Today's post first appeared in my newsletter this week.

There is only one essential job for marketing - to acquire customers.
Everything else marketing does is a footnote. This is why the current obsession with social media is largely misguided.
People are far more likely to use social media to follow a brand they currently use than a brand they don't. It is very reasonable to assume that the vast majority of people following your brand on social media are already customers. And usually they are a tiny component of your user base - well under 1/10 of one percent.
Consequently, most of the money you spend on social media is spent talking to a tiny group of people who are probably already using your brand.

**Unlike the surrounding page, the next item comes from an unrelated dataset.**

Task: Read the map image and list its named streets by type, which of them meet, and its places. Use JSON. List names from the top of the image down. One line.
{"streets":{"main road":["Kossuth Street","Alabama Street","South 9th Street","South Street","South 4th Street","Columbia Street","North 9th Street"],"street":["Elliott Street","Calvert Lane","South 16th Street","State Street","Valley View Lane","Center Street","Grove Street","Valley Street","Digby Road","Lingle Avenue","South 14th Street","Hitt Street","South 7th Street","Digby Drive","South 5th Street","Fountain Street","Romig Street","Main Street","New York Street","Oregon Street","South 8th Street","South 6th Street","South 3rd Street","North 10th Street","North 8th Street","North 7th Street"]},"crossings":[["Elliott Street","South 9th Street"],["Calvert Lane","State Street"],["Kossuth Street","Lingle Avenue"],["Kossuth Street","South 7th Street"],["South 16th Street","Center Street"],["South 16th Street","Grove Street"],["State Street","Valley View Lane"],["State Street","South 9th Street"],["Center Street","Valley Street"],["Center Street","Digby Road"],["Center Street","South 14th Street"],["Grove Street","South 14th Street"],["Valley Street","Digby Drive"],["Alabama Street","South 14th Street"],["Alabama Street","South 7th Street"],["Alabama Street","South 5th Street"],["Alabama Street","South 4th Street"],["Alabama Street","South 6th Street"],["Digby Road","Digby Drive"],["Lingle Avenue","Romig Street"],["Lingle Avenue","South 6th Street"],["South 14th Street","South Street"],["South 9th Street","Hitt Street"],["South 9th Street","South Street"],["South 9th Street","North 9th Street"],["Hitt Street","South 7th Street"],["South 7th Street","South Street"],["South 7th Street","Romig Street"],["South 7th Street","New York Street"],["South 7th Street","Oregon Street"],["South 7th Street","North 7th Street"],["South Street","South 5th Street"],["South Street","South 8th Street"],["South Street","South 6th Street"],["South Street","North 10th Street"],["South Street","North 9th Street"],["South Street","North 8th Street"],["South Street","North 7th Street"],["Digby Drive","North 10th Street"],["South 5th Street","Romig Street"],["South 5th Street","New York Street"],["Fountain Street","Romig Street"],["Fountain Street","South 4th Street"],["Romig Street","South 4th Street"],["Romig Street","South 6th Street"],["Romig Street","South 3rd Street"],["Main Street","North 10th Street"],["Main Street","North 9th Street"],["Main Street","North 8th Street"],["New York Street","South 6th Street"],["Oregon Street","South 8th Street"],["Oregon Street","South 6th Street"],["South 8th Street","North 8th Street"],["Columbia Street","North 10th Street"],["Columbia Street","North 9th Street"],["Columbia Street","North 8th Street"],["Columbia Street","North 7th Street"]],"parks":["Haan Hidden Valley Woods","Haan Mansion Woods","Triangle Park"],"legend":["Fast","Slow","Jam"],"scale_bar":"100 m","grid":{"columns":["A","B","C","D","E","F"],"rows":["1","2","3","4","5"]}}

Every hour and dollar spent talking to these people is a dollar and hour not spent on acquiring new customers.
The justification for this is usually some fuzzy nonsense about "brand love." It comes from that infantile school of marketing that believes if you shower people with social media or "content" - whatever the hell that means -- they will fall in love with your brand.
Here is a recent chart from McKinsey. Frankly, I can't vouch for the methodology or the conclusions, but even if it's only half-true it demonstrates pretty convincingly the daunting limitations of "brand love."
 There is obviously nothing wrong with trying to communicate with some of your customers through social media and trying to build a nice relationship. It's a matter of perspective. It is reasonable to devote a small component of a marketing budget toward that. If you do it well, your objective should be modest -- to maintain or motivate brand preference.
However, spending a lot to chase the chimera of brand love is usually a wasteful and largely empty exercise. The idea that social media creates brand love is a fantasy. A recent article published in the Harvard Business Review reported that...
“Across 16 studies, we found no evidence that following a brand on social media changes people’s purchasing behavior."
I'm sorry to tell you this, but most people just don't care that much about your paper towels. And if some do, and they follow you on social media, it's not likely to change their buying habits.
Unfortunately, we have been lead to accept a very seductive philosophy based on the fantasy of brand love. It is founded on the expensive, wasteful delusion that people want to have "conversations" with brands, read and share "content" about brands, co-create with brands, and several other flavors of childish nonsense (for a great read on this subject, particularly for creatives, I suggest "Nobody Wants To Read Your Sh*t" by Steven Pressfield.)
Our brands are critically important to us marketers but in the vast majority of cases not very important at all to most consumers.
Instead of spending a lot of money trying to convince a small number of people to love your brand, your money would be much more wisely spent trying to convince a lot of people to like it.
I'll be taking some time off from the blog for vacation and to finish up my new book. See you in a few weeks.